I am making a fighting game AI that can predict the player's next move using a N gram predictor. Once I have the prediction, when do I use it? Do I wait until the player makes a move and then use the prediction? What about distance from the player? How do I make the use of my prediction look realistic?

  • \$\begingroup\$ What is a N gram predictor? \$\endgroup\$
    – Stephen
    Nov 14, 2013 at 13:59
  • \$\begingroup\$ It is a predictor that keeps a record of the players' moves and predict their next move based on probability. Wikipedia can explain it better than I can. en.wikipedia.org/wiki/N-gram \$\endgroup\$
    – kira
    Nov 15, 2013 at 23:03

1 Answer 1


In that type of game the time frame is an important variable to consider, because the attacks/defenses must be well synchronized to be effective.

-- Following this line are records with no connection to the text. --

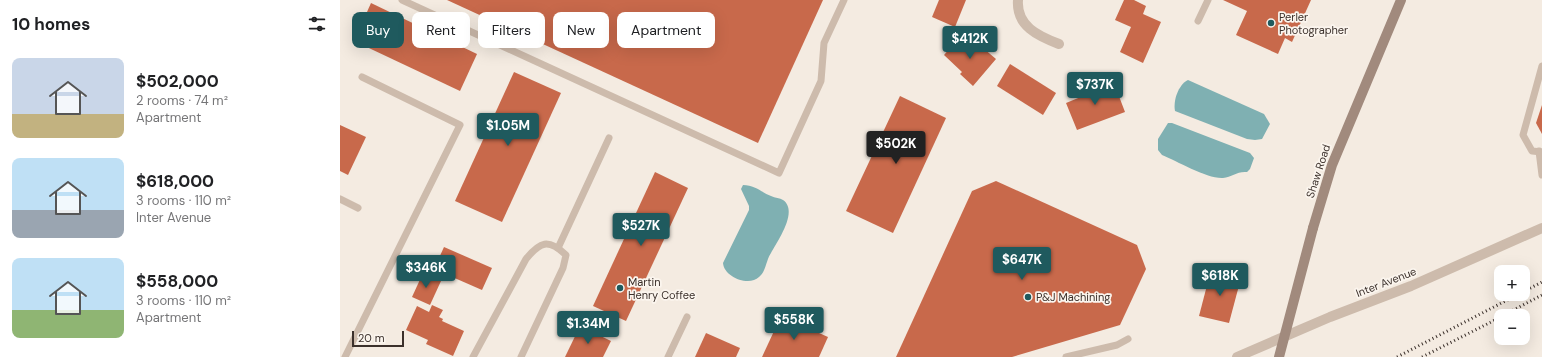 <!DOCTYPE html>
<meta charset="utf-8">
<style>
body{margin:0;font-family:"DM Sans",sans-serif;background:#f6f6f6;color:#202124;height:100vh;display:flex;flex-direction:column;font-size:15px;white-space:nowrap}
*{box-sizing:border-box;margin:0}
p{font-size:13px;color:#757577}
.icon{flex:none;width:22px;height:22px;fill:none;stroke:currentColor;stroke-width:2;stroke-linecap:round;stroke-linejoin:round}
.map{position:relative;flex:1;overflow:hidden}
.panel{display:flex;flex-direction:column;background:#fff;width:340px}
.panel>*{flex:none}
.banner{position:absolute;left:12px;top:12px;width:380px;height:36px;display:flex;gap:8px}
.controls{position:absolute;left:1154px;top:265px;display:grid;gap:8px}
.controls a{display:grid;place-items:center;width:36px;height:36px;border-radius:8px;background:#fff;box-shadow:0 4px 16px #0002;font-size:20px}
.scale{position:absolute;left:12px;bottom:10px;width:52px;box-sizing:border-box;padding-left:4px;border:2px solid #3b302b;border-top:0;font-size:11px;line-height:14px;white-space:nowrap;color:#3b302b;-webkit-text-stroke:3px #fbf5ee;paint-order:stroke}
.price{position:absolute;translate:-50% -34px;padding:0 9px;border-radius:4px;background:#1f5a5e;color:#fff;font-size:13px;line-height:26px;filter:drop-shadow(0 1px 2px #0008)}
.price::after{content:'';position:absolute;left:50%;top:24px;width:12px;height:9px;margin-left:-6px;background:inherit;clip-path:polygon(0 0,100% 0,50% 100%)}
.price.current{background:#222;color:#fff}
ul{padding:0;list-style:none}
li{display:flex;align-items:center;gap:12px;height:100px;padding:0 12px}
li span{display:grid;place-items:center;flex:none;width:112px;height:80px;border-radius:8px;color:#555}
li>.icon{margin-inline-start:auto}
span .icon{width:48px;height:48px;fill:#fffc;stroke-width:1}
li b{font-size:17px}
h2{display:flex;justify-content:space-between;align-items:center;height:48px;padding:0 12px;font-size:17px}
.tag{padding:0 14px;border-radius:8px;background:#fff;box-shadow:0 4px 16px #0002;font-size:14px;line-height:36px}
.tag.current{background:#1f5a5e;color:#fff}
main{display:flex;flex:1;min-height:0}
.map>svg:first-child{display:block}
</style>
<main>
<section class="panel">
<h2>10 homes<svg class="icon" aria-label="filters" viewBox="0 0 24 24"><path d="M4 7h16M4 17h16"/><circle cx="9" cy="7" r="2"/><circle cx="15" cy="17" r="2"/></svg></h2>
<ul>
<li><span style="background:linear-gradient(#c9d6e8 70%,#c2b280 0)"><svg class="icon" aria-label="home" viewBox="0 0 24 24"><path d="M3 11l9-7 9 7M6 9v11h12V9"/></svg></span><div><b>$502,000</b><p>2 rooms · 74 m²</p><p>Apartment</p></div></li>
<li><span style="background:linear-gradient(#bfe0f5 65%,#9aa5b1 0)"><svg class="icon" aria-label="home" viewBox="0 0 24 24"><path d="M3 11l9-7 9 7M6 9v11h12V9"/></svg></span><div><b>$618,000</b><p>3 rooms · 110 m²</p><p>Inter Avenue</p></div></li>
<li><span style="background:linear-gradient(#bfe0f5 65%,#8fb573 0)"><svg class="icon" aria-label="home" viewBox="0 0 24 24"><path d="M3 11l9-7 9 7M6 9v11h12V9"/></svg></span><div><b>$558,000</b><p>3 rooms · 110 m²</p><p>Apartment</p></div></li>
</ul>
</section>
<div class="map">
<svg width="1202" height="357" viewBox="0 0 1202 357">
<rect width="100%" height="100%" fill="#f4ebe1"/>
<g fill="#7fb0b2">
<path d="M848,80L924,114L930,124L922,139L915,140L907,139L835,111C833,101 838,85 848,80Z"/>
<path d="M828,123H832L910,153L914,158L910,169L907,172C897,171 892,177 883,178C867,179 837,161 822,155L818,150V139Z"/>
<path d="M403,185C415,185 421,192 431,196C435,198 440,198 443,200C459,211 437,242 431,253C426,260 426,272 419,277C409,287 384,277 383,263L409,210V206L401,189Z"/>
</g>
<g fill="#c8694b">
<polygon points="107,0 483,0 418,143"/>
<polygon points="599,0 626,0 615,27 592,17"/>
<polygon points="784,0 794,0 806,6 803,14 821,22 803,63 780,52 791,27 775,20"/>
<polygon points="883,0 971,0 952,42 945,38 938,54 896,35 907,11"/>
<polygon points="31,3 137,54 120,91 14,41"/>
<polygon points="621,36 639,52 643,48 656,59 633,86 620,74 622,72 604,55"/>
<polygon points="670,64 716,93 703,115 657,86"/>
<polygon points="174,72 221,93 162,222 115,201"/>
<polygon points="765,82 770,93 777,91 785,112 737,130 726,103 748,94 746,89"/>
<polygon points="560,96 606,118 553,233 506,211"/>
<polygon points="1202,105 1202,134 1196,123"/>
<polygon points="0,125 26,137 8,175 0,171"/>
<polygon points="315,172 348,188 286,321 253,306"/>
<polygon points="656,181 797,245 806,269 780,325 672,357 556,357 632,191"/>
<polygon points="104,247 152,268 142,290 94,269"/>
<polygon points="871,270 901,278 889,323 859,316"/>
<polygon points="83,273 101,281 90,305 72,297"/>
<polygon points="92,305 103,310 99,317 103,319 102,321 124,331 113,356 86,344 88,340 66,330 77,306 89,312"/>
<polygon points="441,316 488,337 479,357 422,357"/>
<polygon points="240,326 271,341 263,357 225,357"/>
<polygon points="366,333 400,348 396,357 355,357"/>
</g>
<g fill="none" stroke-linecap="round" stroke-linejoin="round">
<g stroke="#cdbbac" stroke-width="7">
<polyline points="62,0 439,173 481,81 484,43 504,0"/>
<polyline points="858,21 868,0"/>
<polyline points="1202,66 1183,135 1192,151 1202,152"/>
<polyline points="1199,151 1202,175"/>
<polyline points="0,199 18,208"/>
<polyline points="218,248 269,138"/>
<polyline points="5,357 120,125 22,77"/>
<path d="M133,357L186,259C200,242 208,238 226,255L223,268L181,357"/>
<polyline points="328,357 347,317"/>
<polyline points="726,357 777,345 788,339"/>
</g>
<g stroke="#cdbbac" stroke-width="10">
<path d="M678,0C676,26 698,36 719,44"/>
<polyline points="897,357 990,317 1071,286 1202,228"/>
</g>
<polyline stroke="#a18a7d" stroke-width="10" points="973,228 992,165 1061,0"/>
<g stroke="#3b302b" stroke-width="3" stroke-dasharray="1 3" stroke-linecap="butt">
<polyline points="1183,292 1202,282"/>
<polyline points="1162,316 1202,295"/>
<polyline points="1057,357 1179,294"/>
<polyline points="1082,357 1161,317"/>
</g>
<polyline stroke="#a18a7d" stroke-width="10" points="939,357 973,228"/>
</g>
<g fill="#1f5a5e" stroke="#fbf5ee" stroke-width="1.5">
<circle cx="931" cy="23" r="4"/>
<circle cx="280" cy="288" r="4"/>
<circle cx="688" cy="297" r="4"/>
</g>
<g text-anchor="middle" stroke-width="3.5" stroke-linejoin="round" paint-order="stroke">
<g font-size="11" fill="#3b302b" stroke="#fbf5ee" text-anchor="start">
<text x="939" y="21">Perler<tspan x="939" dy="13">Photographer</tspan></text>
<text x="288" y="286">Martin<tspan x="288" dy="13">Henry Coffee</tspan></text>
<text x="696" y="301">P&amp;J Machining</text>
</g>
<g font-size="11" fill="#3b302b" stroke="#fbf5ee">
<text transform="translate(978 171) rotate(-72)" y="4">Shaw Road</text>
<text transform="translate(1046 282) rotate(-21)" y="4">Inter Avenue</text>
</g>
</g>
</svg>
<div class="controls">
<a>+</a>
<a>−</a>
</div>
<div class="scale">20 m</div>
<b class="price" style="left:630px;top:60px">$412K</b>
<b class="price" style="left:755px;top:106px">$737K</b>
<b class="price" style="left:168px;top:147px">$1.05M</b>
<b class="price current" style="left:556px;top:165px">$502K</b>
<b class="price" style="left:301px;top:247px">$527K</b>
<b class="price" style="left:682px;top:281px">$647K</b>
<b class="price" style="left:86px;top:289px">$346K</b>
<b class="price" style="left:880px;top:297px">$618K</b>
<b class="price" style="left:454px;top:341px">$558K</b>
<b class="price" style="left:248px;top:345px">$1.34M</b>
<div class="banner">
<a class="tag current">Buy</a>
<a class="tag">Rent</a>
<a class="tag">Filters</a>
<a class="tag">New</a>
<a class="tag">Apartment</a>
</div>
</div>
</main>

I bet that is indeed one reason you've chosen to use that kind of predictor (i.e. based on continuous sequences). Even more, the decision about taking one countermeasure must be done based on the chances of the opponent taking a particular measure, and thus eventual errors (i.e. the NPC tried to block a strike that the opponent DIDN'T perform) make the result to look more realistic. Therefore, your prediction should be performed at the NPC's own agenda and in a time-based fashion (i.e. inside the game loop, whenever possible to avoid consuming too much processing power).

Just like the "moment" to take an action, the distance between NPC and opponent and the fighter's abilities are important variables. The predictor needs to consider the minimum distance in which either (NPC or opponent) can strike a punch or a special power, and the type of action taken also depend upon that. For instance, close blows usually require blocking and ranged shots can be avoided bu jumping over or counter attacking with a similar power/weapon.

In my experience, in game domains - and depending on the complexity desired, simple state machines or decision trees are useful and usually allow to achieve very good results without consuming too much computing resources.